Recently, I got a wild hair and decided I wanted to build a boat. I’ve searched the Internet for the last several weeks looking for the right “project.” I found a builder in Maine who’s website convinced me that I wanted to buy the plans to build one of his boats. I measured my garage to see how much space I had to work with and narrowed my choice down to two styles.
Late last night I wrote him, explained my level of experience, and asked him if he had any advice. His reply came early this morning. He described the characteristics of each boat, including building and sailing, and asked me questions about what I wanted to accomplish with my boat. What was I looking for in the building process as well as what I wanted in sailing the boat later?
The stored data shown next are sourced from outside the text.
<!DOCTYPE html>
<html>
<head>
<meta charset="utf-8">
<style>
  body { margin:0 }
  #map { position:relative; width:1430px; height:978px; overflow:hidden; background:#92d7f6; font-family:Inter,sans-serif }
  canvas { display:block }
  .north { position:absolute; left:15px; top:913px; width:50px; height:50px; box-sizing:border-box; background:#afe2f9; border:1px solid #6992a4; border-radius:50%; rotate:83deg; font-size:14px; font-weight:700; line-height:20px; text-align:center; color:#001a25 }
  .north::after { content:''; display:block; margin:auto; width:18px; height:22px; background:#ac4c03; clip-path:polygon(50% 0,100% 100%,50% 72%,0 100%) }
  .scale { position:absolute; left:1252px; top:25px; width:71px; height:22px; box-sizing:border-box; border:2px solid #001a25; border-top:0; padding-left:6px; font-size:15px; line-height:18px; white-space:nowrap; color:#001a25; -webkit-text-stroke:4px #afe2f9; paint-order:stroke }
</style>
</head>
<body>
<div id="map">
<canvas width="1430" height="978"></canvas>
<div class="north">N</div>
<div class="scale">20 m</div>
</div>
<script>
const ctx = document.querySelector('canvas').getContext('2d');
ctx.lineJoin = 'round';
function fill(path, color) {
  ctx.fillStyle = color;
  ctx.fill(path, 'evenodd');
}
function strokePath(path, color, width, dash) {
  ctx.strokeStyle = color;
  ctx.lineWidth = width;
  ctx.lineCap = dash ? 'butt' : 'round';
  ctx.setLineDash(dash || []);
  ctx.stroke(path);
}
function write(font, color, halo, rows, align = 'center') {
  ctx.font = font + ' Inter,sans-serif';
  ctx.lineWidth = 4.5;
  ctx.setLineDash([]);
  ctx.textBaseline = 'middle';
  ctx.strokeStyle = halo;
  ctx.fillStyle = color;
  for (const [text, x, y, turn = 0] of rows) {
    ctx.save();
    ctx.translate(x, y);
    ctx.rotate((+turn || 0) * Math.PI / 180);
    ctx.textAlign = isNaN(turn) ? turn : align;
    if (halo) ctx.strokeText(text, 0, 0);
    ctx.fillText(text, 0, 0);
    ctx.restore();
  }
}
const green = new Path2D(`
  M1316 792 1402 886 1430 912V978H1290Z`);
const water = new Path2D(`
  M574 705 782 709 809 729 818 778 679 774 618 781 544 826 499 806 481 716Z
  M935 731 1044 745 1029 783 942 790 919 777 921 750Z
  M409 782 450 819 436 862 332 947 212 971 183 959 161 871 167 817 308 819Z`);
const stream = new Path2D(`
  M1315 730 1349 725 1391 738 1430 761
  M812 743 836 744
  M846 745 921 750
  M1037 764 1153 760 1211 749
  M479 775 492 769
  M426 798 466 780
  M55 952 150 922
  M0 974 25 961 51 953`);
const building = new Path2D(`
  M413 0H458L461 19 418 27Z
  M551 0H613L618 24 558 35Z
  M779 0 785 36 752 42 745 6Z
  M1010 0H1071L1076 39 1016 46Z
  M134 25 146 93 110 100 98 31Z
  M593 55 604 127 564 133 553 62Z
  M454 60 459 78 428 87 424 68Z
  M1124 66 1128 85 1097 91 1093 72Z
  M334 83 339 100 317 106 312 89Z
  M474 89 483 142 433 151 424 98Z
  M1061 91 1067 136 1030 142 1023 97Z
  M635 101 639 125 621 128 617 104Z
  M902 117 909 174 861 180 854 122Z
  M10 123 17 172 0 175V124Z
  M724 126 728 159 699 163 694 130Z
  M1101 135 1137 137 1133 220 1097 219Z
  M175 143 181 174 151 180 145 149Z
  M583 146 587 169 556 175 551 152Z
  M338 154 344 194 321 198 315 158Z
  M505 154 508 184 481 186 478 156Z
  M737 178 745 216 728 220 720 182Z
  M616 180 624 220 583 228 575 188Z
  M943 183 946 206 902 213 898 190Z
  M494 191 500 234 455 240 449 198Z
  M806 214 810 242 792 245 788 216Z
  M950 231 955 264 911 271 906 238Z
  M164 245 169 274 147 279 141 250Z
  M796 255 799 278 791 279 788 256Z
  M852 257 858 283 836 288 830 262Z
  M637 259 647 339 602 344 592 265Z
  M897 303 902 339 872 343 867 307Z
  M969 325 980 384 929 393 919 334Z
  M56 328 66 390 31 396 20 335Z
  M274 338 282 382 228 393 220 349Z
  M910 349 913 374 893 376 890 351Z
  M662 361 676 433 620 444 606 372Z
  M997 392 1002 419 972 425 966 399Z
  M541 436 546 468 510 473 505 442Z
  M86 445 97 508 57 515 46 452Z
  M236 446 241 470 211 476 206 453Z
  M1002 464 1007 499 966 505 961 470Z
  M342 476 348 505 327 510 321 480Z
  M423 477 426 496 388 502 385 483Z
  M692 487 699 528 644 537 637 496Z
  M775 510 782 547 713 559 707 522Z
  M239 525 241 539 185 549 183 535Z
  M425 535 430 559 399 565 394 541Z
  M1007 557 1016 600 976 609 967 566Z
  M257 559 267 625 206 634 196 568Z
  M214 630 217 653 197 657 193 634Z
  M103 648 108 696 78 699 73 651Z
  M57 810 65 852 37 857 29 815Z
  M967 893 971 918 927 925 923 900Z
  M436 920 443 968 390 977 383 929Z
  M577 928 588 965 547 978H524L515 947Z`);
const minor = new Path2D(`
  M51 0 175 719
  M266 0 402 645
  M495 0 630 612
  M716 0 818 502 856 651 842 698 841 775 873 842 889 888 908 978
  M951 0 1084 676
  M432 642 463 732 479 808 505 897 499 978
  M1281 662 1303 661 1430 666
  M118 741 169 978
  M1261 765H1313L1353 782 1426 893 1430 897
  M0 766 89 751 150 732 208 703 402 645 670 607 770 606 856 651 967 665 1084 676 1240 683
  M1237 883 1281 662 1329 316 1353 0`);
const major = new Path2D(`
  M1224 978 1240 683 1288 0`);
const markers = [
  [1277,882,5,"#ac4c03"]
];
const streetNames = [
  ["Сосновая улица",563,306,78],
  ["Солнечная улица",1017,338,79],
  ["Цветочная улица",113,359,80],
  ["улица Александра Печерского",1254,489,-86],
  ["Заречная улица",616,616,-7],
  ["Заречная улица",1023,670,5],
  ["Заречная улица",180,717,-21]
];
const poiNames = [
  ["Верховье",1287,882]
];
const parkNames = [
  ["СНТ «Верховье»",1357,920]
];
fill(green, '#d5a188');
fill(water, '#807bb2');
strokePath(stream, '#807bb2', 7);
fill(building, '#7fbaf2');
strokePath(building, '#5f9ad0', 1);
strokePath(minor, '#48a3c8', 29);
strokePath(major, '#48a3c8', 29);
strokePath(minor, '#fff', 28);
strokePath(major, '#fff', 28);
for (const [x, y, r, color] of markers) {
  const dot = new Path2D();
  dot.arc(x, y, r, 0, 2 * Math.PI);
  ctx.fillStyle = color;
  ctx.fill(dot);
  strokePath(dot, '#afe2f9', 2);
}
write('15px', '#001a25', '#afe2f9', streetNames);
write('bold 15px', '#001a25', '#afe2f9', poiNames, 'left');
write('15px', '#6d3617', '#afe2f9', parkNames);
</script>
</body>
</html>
Basically, he presented the business case for each boat including:
1. My goal for building and sailing
2. The unique characteristics of each boat
3. The costs associated with building each boat
Business leaders today often face the challenge of too many good ideas and not enough resources to act on them all. Sometimes difficult choices need to be made by organizations doing project based work. Work management tools should facilitate the evaluation of potential projects to help make those decisions based upon something more than whether or not a project is a good project. In today’s economy the decision must be based upon whether or not the project is the best project, or will provide the most value. And doing that requires decisions based upon predetermined metrics that include:
1. Alignment to strategy and vision
2. An understanding of the potential risks along with any risk mitigation plans
3. The rewards of the potential project
4. The costs, including the opportunity cost of not doing a project
5. The resource requirements
How does your organization evaluate potential projects for execution? Does your project management software help facilitate those decisions?